Skype hat die Wirtschaftskrise im Visier. Die neue Telefonsoftware "Skype for SIP" soll sparwillige Unternehmen dazu bewegen, vollständig auf die Produkte der eBay-Tochter umzusteigen. Nach einem Bericht der "Financial Times Deutschland" will
eBay damit bis 2011 den Skype-Umsatz verdoppeln.

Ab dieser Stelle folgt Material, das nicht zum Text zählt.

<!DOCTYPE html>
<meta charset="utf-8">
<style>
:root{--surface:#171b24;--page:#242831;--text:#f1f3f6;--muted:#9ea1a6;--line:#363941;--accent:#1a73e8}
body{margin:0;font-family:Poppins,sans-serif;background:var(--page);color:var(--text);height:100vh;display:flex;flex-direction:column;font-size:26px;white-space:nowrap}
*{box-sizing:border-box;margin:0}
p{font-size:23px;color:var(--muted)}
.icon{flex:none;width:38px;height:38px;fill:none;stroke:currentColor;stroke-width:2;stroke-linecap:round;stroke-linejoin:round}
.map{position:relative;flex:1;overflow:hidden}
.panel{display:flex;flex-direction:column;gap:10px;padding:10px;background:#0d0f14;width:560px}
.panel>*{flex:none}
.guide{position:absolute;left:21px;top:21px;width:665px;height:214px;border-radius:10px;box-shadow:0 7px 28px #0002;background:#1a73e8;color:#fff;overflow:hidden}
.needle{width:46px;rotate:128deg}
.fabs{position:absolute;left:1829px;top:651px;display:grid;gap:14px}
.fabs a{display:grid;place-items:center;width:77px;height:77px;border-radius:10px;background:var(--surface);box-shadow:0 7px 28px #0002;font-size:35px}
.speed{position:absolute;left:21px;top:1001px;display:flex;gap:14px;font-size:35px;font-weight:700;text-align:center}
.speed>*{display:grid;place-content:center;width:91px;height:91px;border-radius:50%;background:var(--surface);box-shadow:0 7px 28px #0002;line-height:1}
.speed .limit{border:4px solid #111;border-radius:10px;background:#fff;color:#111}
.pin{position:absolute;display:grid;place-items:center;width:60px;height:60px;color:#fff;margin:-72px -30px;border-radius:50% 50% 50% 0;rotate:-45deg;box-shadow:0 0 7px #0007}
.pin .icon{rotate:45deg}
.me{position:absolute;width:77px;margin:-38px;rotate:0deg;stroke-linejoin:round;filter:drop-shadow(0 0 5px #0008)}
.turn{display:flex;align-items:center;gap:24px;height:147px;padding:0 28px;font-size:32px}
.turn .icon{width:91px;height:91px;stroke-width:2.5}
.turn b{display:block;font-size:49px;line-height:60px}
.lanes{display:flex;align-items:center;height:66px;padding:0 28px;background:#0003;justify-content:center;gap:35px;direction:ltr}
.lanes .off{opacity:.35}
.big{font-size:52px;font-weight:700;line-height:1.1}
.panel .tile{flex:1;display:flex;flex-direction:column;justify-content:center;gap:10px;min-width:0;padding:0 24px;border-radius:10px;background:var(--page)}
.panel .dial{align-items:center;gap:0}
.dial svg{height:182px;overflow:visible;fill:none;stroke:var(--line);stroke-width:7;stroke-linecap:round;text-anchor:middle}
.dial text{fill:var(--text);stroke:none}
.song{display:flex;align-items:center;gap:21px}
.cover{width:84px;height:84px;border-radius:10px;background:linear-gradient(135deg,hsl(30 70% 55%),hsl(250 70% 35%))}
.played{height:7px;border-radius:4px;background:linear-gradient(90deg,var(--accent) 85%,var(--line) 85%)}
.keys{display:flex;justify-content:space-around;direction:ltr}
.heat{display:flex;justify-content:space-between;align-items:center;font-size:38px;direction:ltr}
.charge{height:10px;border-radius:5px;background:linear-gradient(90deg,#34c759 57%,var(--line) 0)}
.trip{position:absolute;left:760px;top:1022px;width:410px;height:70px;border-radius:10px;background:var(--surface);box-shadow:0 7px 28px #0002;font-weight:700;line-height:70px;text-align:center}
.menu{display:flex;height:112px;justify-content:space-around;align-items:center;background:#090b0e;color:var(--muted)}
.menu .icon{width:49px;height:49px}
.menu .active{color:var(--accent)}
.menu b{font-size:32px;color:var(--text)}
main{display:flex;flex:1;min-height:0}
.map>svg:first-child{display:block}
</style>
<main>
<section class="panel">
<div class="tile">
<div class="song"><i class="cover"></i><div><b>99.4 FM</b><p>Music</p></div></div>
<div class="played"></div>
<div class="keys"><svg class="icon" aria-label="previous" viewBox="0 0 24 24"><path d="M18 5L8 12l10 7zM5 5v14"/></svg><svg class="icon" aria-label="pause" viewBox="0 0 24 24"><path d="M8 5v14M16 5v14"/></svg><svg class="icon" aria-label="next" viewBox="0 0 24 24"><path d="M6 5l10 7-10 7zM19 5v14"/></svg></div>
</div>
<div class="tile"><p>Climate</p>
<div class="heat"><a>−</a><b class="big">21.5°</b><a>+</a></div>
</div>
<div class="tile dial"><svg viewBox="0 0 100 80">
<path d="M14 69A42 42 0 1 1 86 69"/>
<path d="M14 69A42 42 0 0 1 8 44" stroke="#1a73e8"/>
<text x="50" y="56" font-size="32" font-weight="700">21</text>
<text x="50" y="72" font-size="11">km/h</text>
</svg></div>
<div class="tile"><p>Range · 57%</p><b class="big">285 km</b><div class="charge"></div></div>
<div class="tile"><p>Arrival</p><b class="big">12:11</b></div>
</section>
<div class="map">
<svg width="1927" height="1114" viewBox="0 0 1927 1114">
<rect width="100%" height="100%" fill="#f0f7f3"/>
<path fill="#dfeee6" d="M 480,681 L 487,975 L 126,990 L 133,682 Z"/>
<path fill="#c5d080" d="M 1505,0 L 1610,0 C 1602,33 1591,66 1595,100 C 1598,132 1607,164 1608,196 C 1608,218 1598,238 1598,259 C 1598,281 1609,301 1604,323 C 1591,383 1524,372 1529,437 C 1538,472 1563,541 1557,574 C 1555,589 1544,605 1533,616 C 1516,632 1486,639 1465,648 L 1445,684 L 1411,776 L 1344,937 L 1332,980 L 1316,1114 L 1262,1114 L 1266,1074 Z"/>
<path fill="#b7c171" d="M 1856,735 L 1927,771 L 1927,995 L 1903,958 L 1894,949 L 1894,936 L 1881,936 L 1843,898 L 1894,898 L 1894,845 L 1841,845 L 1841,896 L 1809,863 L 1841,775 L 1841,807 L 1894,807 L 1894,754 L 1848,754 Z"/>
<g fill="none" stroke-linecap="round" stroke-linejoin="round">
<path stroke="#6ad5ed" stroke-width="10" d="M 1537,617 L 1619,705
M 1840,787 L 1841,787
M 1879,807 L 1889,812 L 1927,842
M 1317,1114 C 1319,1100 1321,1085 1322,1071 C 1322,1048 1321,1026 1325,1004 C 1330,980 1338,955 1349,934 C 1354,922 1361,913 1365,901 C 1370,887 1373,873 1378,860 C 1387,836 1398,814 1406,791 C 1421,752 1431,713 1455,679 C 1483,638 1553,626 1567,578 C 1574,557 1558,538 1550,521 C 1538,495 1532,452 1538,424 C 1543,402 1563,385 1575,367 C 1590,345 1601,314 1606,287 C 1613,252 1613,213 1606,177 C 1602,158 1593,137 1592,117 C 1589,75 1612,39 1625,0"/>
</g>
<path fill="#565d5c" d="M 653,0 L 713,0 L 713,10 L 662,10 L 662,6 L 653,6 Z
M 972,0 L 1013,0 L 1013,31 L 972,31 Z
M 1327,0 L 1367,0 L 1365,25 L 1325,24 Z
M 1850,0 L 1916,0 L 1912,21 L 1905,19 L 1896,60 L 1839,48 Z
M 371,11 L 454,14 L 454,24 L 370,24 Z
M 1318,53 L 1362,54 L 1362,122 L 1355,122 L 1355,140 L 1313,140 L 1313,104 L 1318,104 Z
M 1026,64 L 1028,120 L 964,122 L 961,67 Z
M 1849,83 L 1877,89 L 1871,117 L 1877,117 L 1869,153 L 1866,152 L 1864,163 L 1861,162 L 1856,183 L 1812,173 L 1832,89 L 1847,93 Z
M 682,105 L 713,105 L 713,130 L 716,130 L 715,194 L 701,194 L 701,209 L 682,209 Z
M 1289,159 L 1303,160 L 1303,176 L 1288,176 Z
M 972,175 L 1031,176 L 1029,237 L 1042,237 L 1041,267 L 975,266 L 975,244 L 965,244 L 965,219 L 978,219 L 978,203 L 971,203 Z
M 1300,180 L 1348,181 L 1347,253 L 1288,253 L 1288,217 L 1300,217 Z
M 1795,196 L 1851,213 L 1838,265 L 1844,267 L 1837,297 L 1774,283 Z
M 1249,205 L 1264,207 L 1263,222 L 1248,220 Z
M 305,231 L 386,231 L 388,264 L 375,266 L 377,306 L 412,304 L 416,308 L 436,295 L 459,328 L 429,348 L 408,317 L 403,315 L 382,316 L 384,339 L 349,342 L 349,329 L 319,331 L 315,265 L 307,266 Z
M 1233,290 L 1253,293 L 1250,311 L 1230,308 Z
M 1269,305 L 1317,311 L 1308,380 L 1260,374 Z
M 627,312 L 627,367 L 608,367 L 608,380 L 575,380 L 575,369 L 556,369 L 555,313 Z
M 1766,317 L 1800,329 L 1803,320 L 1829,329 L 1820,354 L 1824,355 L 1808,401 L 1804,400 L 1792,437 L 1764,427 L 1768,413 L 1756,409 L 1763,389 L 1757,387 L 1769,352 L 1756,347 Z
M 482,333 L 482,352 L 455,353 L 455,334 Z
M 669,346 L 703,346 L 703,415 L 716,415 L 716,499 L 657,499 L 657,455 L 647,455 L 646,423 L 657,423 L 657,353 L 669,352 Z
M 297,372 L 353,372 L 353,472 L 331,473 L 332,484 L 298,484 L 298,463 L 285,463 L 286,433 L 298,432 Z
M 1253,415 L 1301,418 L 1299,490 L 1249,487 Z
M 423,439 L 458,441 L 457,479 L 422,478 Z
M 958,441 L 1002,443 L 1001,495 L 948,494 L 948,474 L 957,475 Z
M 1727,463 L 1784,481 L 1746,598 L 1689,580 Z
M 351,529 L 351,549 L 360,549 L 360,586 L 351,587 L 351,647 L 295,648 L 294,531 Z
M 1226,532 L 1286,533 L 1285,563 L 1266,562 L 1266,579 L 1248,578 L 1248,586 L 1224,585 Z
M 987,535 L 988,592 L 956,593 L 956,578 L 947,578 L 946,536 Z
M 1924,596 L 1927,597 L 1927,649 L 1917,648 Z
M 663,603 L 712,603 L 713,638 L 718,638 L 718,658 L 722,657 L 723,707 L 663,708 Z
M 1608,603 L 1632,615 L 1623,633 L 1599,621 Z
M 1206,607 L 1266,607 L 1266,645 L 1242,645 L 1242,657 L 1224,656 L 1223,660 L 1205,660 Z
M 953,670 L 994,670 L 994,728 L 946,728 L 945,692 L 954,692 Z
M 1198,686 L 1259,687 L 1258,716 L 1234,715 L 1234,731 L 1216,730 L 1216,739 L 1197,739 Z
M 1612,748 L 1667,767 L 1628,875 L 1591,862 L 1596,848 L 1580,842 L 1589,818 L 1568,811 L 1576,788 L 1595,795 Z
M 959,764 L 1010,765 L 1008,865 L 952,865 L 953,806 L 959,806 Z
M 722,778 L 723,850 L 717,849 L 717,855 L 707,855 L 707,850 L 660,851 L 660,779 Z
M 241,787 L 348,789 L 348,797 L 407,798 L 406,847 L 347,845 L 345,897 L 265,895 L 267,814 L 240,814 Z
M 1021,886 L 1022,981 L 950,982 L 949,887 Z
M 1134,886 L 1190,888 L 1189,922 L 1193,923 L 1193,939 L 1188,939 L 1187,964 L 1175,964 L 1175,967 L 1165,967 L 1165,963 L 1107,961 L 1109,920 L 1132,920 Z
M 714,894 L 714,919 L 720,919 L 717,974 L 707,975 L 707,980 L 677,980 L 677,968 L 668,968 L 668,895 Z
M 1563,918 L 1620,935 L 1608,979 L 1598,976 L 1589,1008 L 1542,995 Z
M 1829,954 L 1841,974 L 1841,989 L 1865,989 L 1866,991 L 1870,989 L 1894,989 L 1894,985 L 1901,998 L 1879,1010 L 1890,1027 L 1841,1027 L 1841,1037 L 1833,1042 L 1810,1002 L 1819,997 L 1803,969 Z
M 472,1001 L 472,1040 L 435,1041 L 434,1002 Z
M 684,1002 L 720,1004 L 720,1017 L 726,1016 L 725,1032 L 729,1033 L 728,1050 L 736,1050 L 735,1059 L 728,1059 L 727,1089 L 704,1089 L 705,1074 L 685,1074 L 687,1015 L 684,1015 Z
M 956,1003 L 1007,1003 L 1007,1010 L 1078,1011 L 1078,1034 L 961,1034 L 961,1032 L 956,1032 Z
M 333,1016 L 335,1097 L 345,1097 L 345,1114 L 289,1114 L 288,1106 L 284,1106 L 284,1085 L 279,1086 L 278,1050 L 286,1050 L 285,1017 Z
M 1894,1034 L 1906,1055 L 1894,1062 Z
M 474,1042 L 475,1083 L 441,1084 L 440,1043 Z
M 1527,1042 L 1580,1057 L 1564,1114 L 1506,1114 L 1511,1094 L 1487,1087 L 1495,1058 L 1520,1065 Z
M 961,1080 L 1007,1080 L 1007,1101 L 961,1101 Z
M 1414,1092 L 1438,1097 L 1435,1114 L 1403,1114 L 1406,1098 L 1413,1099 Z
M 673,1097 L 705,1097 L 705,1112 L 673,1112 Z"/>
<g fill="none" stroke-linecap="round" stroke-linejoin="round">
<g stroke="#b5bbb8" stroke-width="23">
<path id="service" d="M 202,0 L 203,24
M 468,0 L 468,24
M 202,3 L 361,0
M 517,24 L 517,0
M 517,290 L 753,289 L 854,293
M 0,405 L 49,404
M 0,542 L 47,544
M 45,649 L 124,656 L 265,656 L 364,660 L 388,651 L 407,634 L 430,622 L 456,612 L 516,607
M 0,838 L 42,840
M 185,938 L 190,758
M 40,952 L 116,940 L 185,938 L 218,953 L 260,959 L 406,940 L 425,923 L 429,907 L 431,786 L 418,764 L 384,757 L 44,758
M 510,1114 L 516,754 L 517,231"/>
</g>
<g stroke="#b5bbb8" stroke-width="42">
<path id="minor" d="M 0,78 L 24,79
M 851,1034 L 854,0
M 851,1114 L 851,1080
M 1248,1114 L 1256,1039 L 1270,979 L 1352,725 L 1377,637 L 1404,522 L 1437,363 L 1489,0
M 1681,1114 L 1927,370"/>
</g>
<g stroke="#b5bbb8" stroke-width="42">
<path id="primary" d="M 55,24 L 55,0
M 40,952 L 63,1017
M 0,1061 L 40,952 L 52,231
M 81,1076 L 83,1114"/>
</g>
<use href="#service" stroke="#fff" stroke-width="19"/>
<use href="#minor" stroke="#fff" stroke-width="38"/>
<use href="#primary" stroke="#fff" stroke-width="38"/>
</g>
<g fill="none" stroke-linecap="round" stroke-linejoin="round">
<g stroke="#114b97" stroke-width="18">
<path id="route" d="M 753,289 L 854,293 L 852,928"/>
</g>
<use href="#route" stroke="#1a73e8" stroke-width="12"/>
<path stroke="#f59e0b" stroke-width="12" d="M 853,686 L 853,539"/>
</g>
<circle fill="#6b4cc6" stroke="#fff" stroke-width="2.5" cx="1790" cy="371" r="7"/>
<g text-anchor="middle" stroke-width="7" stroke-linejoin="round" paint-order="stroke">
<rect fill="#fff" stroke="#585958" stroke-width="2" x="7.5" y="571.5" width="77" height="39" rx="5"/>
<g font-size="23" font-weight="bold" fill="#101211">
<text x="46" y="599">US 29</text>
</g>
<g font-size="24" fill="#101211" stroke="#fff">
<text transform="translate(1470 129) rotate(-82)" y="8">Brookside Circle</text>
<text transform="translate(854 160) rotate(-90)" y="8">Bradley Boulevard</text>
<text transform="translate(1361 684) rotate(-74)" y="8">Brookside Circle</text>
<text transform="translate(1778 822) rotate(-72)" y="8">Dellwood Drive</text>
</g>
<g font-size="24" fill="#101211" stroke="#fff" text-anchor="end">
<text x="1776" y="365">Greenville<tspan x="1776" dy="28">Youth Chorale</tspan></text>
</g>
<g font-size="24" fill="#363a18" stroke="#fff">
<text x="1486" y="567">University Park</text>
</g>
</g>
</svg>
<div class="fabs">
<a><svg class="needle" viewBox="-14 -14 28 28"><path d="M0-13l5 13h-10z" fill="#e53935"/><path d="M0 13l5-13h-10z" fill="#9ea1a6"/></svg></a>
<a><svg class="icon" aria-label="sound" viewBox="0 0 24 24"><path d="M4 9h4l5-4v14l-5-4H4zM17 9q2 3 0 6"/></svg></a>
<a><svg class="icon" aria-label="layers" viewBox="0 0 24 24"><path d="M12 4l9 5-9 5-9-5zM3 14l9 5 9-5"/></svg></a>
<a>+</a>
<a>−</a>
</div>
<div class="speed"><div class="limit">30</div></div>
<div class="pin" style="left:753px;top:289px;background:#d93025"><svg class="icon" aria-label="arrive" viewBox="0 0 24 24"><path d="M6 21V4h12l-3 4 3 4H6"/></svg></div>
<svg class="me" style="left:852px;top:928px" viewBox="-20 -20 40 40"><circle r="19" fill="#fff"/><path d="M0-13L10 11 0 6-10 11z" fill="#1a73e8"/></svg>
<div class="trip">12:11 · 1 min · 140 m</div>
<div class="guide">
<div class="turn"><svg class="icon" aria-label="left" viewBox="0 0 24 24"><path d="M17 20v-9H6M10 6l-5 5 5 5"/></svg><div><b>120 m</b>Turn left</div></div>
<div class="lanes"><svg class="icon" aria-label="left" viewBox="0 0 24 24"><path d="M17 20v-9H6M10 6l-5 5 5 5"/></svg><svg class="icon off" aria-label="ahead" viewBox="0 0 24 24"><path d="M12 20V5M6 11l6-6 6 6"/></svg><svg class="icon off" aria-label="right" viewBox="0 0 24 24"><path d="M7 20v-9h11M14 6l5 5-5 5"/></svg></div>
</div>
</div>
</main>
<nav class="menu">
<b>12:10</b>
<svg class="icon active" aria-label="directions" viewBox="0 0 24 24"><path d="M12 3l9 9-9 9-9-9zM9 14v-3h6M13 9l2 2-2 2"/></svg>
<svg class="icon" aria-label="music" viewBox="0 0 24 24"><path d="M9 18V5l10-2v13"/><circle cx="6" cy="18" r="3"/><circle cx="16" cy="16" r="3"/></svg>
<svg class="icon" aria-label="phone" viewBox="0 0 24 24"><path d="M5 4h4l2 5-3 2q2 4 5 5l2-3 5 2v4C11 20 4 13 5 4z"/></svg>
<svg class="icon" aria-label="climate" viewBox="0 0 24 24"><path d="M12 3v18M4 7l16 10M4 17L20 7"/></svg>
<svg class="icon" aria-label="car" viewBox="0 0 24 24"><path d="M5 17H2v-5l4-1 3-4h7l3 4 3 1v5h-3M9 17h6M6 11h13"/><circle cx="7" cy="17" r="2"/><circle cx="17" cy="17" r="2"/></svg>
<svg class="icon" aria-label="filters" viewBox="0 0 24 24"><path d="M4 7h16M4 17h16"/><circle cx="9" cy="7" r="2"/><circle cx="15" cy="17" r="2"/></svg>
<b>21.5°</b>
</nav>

Das Online-Auktionshaus selbst musste erst
kürzlich massive Gewinneinbußen hinnehmen und setzt daher verstärkt auf seine anderen Geschäftsbereiche.
Telefonanlagen mit Skype
Der neue Dienst soll mittels des offenen
Voice over IP-Standard SIP (Session Initiation Protocol) in Telefonanlagen zum Einsatz kommen und startet vorerst nur für eine begrenzte Kundenzahl in den USA. Der große Vorteil dabei ist, dass Gespräche über Skype nicht mehr via Headset am Computer geführt werden müssen. Für In- und Auslandsgespräche nach dessen Tarifen können damit normale Telefone genutzt werden. Anrufe zu normalen Festnetzanschlüssen und Handys kosten damit 2,4 US-Cent pro Minute. Gespräche von Skype zu Skype sind sogar kostenlos - egal ob eine Telefonanlage, ein PC oder ein Handy mit Skype-Software angerufen wird. Der Internettelefondienst kündigt zudem an, für seine Produkte im Geschäftsbereich umfassende Dienstleistungen bieten zu wollen. Zielgruppe sind offenbar hauptsächlich kleine und mittelständische Unternehmen.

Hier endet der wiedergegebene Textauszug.